All lines from the one containing "M1228,157v19l-5,51v-19z" down to the one containing "M726,1077v21l-36,95v-21z", both ends included, are to be given again exactly; omit the rest of the listing below.

--

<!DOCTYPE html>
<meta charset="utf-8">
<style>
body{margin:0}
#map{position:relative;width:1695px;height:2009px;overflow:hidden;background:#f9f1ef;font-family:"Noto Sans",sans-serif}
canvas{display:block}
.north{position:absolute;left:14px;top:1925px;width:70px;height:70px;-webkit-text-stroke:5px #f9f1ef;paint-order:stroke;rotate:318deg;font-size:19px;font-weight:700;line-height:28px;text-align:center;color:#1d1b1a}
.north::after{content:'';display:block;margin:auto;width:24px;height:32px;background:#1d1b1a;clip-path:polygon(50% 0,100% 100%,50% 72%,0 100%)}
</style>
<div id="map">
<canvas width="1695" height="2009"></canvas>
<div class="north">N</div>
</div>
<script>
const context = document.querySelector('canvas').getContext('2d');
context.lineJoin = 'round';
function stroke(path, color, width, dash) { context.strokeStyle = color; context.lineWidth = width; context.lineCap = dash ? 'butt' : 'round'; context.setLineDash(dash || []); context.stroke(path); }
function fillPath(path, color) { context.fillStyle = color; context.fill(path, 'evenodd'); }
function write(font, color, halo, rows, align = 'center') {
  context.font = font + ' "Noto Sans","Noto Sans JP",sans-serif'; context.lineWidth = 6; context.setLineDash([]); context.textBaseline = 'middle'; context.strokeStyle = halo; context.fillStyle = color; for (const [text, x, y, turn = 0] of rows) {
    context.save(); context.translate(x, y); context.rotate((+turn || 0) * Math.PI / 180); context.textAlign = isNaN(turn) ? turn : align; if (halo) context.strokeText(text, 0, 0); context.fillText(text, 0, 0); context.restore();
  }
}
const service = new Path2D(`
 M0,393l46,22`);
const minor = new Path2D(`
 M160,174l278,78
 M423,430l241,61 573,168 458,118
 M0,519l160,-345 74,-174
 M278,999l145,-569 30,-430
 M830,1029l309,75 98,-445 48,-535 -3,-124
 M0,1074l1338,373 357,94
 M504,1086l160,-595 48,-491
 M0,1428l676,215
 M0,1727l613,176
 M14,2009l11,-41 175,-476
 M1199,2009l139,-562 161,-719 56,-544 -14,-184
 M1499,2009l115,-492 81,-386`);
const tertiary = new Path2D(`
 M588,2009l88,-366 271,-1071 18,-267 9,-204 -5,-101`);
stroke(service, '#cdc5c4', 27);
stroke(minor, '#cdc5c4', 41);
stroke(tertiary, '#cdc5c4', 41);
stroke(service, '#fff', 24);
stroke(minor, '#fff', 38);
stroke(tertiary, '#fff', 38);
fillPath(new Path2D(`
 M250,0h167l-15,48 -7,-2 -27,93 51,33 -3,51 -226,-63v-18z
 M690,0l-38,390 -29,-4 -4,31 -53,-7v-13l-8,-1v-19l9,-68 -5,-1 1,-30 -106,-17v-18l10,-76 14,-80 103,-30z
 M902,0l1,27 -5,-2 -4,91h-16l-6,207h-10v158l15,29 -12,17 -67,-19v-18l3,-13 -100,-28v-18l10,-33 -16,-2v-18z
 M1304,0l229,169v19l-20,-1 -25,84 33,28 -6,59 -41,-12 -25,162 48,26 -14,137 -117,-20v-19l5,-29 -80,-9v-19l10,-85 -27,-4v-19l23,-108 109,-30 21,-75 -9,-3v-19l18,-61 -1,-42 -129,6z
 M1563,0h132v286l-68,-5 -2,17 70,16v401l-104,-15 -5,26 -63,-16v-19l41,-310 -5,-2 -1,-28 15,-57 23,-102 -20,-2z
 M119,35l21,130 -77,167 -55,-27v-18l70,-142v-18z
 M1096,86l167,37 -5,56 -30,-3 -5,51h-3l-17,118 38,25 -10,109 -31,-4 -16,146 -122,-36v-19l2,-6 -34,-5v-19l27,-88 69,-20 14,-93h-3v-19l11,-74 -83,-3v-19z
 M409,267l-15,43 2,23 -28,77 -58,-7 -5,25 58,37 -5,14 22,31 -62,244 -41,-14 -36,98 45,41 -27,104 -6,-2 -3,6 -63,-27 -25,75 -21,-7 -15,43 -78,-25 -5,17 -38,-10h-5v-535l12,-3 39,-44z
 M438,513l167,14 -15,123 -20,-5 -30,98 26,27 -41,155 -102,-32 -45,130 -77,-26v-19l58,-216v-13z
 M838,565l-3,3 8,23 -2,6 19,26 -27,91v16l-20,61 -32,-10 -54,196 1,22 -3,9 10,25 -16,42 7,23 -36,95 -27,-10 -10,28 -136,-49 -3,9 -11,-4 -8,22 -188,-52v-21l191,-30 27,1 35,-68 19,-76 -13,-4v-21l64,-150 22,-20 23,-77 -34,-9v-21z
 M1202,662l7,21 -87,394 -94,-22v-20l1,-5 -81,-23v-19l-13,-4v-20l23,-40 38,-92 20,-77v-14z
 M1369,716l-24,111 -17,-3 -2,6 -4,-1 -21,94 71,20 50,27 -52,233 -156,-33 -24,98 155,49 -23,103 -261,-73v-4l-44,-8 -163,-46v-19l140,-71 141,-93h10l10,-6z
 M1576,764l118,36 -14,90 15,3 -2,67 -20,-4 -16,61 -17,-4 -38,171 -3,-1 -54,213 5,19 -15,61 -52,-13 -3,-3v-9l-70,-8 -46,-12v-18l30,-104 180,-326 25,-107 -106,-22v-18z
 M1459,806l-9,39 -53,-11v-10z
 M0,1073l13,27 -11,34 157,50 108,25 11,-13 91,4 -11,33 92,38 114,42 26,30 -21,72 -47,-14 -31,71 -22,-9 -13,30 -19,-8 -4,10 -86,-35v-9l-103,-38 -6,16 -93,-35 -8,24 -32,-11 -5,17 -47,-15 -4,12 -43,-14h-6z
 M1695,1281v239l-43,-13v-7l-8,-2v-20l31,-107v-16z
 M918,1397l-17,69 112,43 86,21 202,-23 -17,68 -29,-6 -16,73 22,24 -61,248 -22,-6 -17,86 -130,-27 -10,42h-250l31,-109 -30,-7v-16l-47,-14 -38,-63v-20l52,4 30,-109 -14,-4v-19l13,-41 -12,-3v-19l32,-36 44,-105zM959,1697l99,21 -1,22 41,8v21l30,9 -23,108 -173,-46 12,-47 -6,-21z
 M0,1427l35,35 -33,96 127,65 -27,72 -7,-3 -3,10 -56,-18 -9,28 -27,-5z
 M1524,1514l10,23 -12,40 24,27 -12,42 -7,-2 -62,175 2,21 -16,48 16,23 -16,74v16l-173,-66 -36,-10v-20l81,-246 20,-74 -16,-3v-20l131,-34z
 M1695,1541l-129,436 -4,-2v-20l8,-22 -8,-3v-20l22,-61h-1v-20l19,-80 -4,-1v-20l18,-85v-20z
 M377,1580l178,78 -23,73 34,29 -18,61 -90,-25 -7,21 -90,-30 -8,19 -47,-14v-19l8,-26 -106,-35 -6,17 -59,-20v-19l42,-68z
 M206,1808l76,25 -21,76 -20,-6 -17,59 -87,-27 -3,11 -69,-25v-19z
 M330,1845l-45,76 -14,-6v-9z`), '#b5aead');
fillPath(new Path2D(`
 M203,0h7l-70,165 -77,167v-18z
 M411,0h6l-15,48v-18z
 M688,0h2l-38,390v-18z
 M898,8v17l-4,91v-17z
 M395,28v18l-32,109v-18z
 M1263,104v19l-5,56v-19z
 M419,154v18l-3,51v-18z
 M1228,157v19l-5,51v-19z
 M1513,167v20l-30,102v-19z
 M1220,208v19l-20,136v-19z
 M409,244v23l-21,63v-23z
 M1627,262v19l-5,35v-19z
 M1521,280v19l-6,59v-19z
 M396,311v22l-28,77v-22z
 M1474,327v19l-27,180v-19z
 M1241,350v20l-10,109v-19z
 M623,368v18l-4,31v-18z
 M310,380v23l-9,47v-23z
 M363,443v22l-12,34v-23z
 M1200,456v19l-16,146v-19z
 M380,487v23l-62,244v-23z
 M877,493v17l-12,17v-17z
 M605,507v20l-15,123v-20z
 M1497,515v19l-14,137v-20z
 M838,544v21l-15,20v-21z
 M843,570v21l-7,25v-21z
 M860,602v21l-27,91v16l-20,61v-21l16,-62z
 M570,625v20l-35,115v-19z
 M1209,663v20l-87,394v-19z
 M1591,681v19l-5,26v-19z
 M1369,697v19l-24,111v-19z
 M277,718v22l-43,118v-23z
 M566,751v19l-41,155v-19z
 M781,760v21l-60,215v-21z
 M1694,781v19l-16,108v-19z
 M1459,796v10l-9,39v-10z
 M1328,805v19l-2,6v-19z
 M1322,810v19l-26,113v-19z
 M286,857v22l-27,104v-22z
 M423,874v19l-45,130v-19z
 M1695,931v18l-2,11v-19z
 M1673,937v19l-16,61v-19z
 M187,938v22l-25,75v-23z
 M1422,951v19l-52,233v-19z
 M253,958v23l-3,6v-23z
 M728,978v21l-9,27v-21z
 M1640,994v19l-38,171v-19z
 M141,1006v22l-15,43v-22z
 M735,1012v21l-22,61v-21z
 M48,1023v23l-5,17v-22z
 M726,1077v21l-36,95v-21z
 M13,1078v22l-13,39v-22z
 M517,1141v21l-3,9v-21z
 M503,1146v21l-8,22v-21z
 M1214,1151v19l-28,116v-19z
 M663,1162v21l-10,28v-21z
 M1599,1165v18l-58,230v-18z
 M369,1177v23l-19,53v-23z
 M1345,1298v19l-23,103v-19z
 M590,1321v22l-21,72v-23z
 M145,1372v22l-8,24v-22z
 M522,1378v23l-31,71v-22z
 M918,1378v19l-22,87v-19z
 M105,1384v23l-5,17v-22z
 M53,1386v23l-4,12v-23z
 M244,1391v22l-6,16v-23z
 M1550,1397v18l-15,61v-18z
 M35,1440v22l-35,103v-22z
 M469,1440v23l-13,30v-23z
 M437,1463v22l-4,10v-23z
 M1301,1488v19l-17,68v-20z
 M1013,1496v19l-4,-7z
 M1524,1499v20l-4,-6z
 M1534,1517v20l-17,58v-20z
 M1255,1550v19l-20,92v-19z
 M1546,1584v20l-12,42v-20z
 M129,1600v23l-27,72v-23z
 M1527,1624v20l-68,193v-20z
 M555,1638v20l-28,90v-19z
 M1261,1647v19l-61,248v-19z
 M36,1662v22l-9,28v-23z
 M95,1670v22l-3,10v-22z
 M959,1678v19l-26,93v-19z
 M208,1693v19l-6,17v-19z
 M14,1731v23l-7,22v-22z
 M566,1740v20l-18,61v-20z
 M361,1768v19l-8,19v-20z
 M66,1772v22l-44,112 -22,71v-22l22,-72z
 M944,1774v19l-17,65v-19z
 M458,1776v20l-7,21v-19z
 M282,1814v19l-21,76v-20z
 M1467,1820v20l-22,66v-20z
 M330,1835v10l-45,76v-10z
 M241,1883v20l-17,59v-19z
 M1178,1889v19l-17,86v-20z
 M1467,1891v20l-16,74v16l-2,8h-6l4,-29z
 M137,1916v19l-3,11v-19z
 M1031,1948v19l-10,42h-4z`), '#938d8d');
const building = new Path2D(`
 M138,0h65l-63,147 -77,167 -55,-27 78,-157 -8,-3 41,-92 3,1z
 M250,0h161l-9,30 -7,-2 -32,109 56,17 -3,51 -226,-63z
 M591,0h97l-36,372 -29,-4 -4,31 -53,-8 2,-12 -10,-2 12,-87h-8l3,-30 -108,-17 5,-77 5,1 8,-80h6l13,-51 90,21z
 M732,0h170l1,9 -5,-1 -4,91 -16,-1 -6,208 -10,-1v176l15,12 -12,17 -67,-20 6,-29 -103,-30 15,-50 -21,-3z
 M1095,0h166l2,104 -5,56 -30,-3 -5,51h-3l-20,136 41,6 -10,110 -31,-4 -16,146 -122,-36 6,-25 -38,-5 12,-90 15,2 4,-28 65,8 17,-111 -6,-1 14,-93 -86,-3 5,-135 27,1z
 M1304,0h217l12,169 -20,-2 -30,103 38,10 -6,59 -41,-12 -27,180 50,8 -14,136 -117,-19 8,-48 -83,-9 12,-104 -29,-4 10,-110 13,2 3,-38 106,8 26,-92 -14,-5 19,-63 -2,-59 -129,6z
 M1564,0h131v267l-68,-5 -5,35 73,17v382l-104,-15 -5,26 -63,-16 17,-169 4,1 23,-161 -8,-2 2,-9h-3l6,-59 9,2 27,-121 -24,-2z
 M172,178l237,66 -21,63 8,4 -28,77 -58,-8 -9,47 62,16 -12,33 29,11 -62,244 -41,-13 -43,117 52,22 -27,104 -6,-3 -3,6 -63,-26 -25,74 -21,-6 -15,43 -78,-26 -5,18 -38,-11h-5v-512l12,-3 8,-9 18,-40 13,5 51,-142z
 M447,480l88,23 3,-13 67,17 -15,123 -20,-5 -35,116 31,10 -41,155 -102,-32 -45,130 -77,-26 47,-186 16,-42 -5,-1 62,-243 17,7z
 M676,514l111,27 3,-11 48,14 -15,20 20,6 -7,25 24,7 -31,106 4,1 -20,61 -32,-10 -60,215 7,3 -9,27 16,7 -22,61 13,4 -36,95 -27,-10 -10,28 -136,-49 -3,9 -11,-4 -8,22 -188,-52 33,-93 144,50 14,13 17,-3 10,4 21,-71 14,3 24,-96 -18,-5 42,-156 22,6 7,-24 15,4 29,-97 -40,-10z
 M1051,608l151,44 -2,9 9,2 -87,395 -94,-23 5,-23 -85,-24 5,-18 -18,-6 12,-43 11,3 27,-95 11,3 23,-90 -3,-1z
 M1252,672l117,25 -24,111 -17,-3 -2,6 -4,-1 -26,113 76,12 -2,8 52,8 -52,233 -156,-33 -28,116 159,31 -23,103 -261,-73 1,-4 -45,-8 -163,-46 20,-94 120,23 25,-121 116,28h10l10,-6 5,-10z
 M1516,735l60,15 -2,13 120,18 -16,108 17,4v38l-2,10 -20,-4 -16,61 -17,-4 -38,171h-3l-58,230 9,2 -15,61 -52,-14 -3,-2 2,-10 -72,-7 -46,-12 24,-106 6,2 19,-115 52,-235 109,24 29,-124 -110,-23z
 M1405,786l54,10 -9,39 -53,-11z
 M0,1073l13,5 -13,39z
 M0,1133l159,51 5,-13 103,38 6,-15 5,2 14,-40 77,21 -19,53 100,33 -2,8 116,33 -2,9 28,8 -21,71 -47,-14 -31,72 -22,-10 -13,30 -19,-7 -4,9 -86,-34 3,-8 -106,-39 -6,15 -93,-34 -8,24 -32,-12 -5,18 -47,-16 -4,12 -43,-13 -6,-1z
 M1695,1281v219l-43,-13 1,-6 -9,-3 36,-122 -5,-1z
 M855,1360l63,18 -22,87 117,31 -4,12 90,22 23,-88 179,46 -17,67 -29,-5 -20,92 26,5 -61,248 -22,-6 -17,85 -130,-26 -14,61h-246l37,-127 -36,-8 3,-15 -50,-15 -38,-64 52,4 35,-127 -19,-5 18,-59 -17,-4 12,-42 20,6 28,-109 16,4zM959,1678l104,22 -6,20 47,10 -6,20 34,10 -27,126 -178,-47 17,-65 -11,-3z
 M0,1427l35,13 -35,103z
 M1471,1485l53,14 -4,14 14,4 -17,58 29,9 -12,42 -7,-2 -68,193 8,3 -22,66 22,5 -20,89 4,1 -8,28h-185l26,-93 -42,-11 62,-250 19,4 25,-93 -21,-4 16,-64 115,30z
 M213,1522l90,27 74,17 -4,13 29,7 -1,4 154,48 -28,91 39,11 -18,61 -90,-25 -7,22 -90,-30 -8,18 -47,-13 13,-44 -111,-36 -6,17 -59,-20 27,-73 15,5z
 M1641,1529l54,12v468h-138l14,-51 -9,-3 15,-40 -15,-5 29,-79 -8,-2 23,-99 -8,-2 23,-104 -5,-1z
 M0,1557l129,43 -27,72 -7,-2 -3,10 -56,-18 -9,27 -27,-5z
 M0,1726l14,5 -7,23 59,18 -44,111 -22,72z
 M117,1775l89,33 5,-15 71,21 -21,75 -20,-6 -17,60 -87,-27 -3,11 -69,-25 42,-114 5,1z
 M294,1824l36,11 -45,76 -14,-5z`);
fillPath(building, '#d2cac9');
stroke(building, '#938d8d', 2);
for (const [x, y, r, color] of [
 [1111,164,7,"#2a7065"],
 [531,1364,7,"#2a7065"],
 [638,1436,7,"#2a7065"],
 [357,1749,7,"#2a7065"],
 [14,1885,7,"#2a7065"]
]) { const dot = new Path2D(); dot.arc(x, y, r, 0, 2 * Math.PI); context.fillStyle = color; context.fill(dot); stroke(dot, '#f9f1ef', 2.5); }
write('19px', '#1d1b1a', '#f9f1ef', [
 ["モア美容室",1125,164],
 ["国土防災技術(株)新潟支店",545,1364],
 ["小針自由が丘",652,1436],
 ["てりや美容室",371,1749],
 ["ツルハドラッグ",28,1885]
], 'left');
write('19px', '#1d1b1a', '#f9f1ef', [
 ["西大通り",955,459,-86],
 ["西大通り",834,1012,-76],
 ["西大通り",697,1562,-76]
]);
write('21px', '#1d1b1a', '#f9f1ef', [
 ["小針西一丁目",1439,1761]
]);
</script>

--

- **Result below**:
 M1228,157v19l-5,51v-19z
 M1513,167v20l-30,102v-19z
 M1220,208v19l-20,136v-19z
 M409,244v23l-21,63v-23z
 M1627,262v19l-5,35v-19z
 M1521,280v19l-6,59v-19z
 M396,311v22l-28,77v-22z
 M1474,327v19l-27,180v-19z
 M1241,350v20l-10,109v-19z
 M623,368v18l-4,31v-18z
 M310,380v23l-9,47v-23z
 M363,443v22l-12,34v-23z
 M1200,456v19l-16,146v-19z
 M380,487v23l-62,244v-23z
 M877,493v17l-12,17v-17z
 M605,507v20l-15,123v-20z
 M1497,515v19l-14,137v-20z
 M838,544v21l-15,20v-21z
 M843,570v21l-7,25v-21z
 M860,602v21l-27,91v16l-20,61v-21l16,-62z
 M570,625v20l-35,115v-19z
 M1209,663v20l-87,394v-19z
 M1591,681v19l-5,26v-19z
 M1369,697v19l-24,111v-19z
 M277,718v22l-43,118v-23z
 M566,751v19l-41,155v-19z
 M781,760v21l-60,215v-21z
 M1694,781v19l-16,108v-19z
 M1459,796v10l-9,39v-10z
 M1328,805v19l-2,6v-19z
 M1322,810v19l-26,113v-19z
 M286,857v22l-27,104v-22z
 M423,874v19l-45,130v-19z
 M1695,931v18l-2,11v-19z
 M1673,937v19l-16,61v-19z
 M187,938v22l-25,75v-23z
 M1422,951v19l-52,233v-19z
 M253,958v23l-3,6v-23z
 M728,978v21l-9,27v-21z
 M1640,994v19l-38,171v-19z
 M141,1006v22l-15,43v-22z
 M735,1012v21l-22,61v-21z
 M48,1023v23l-5,17v-22z
 M726,1077v21l-36,95v-21z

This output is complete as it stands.